Task prompt: Determine how many lines below contain the word "strokeStyle", then state only that figure.

<<<<

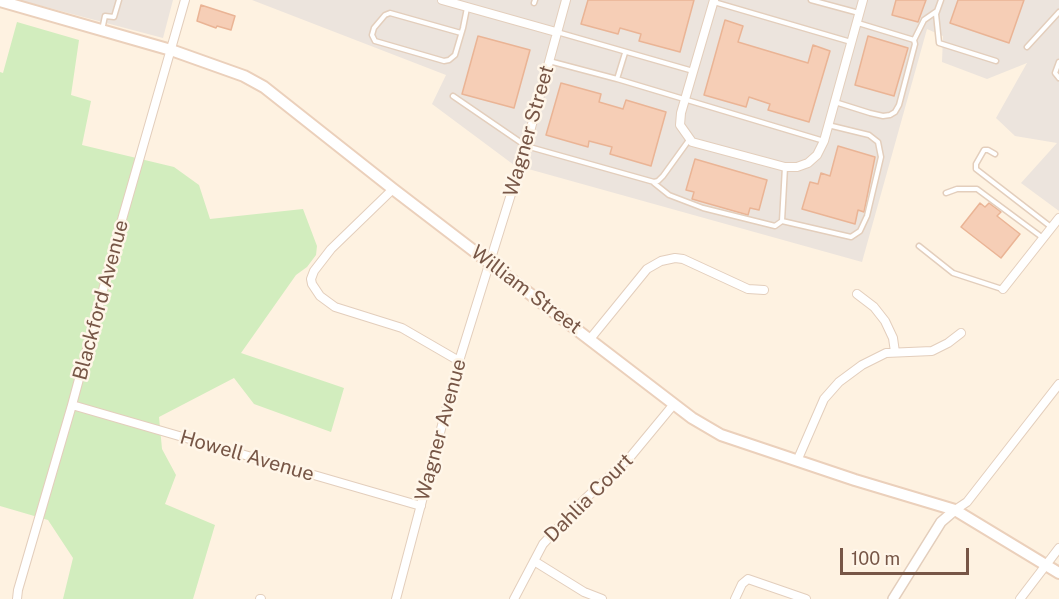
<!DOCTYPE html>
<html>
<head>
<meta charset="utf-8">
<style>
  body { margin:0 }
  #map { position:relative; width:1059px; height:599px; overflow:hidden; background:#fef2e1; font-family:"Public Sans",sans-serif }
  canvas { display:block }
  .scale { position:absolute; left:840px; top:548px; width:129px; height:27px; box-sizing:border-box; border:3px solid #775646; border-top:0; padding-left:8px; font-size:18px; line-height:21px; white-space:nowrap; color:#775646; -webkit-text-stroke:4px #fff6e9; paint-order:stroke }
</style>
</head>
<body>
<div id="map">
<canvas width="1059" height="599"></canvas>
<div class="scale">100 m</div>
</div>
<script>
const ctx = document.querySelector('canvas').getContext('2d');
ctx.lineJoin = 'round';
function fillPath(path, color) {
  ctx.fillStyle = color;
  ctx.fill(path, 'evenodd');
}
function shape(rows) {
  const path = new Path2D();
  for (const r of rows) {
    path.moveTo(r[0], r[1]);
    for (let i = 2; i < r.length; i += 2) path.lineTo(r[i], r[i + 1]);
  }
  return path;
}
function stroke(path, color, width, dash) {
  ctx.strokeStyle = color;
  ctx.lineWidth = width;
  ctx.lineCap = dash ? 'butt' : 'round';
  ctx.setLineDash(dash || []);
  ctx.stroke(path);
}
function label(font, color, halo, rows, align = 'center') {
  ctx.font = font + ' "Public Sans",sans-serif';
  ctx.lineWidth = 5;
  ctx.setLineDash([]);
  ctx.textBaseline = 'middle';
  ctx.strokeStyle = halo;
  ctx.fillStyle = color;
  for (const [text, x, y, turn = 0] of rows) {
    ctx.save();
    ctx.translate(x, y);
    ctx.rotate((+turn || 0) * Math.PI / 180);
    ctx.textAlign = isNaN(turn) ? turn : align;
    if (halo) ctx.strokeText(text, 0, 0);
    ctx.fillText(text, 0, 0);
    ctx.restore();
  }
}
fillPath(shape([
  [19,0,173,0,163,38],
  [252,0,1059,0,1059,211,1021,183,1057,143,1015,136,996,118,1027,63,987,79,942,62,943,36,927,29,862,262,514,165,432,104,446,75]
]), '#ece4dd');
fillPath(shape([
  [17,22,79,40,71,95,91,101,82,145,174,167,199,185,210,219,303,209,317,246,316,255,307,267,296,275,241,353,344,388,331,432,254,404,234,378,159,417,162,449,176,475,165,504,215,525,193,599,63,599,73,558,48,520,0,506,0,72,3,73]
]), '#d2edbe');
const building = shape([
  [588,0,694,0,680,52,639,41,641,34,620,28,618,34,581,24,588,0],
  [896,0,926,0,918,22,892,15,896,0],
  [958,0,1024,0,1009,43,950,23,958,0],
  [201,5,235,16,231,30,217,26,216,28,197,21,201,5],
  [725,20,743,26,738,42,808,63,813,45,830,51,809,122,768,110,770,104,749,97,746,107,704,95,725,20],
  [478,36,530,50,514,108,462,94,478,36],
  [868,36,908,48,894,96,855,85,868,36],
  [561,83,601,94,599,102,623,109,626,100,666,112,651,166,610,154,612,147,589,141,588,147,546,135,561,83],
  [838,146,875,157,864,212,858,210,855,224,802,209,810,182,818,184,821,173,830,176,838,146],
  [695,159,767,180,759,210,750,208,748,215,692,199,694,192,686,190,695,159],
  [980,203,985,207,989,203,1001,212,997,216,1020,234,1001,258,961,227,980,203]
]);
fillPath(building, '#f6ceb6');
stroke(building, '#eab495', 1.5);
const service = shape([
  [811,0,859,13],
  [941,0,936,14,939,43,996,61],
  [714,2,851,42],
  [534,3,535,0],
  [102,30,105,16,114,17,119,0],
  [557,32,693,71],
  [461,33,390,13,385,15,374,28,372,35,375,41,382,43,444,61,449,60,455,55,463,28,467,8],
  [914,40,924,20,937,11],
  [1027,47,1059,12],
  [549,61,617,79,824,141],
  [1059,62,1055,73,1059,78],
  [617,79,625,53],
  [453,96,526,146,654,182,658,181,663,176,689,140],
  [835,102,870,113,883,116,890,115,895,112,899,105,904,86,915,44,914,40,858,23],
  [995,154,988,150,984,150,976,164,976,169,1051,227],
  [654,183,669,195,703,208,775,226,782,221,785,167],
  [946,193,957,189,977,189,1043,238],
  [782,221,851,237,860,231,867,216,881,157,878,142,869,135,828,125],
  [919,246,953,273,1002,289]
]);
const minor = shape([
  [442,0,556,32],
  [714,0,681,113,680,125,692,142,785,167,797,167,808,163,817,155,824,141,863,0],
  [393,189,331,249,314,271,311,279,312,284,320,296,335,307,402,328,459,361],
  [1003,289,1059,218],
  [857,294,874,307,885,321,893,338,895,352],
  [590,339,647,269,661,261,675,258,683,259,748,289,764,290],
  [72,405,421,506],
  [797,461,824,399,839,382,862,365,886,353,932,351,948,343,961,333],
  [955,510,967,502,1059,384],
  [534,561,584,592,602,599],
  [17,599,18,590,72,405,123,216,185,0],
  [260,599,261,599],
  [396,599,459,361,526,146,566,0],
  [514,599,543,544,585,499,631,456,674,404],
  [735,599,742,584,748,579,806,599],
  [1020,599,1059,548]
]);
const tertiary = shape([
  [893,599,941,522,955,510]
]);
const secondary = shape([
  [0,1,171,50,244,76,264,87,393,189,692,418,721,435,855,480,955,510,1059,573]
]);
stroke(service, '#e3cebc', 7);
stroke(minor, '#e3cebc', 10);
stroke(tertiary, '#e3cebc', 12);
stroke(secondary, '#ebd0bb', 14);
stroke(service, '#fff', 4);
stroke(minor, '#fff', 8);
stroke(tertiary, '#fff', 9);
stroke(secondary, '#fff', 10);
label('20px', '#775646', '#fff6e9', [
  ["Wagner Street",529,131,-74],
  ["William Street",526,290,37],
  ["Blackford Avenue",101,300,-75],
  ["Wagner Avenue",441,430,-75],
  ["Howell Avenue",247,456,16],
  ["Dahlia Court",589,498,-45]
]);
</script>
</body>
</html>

>>>>

Response for this exercise: 2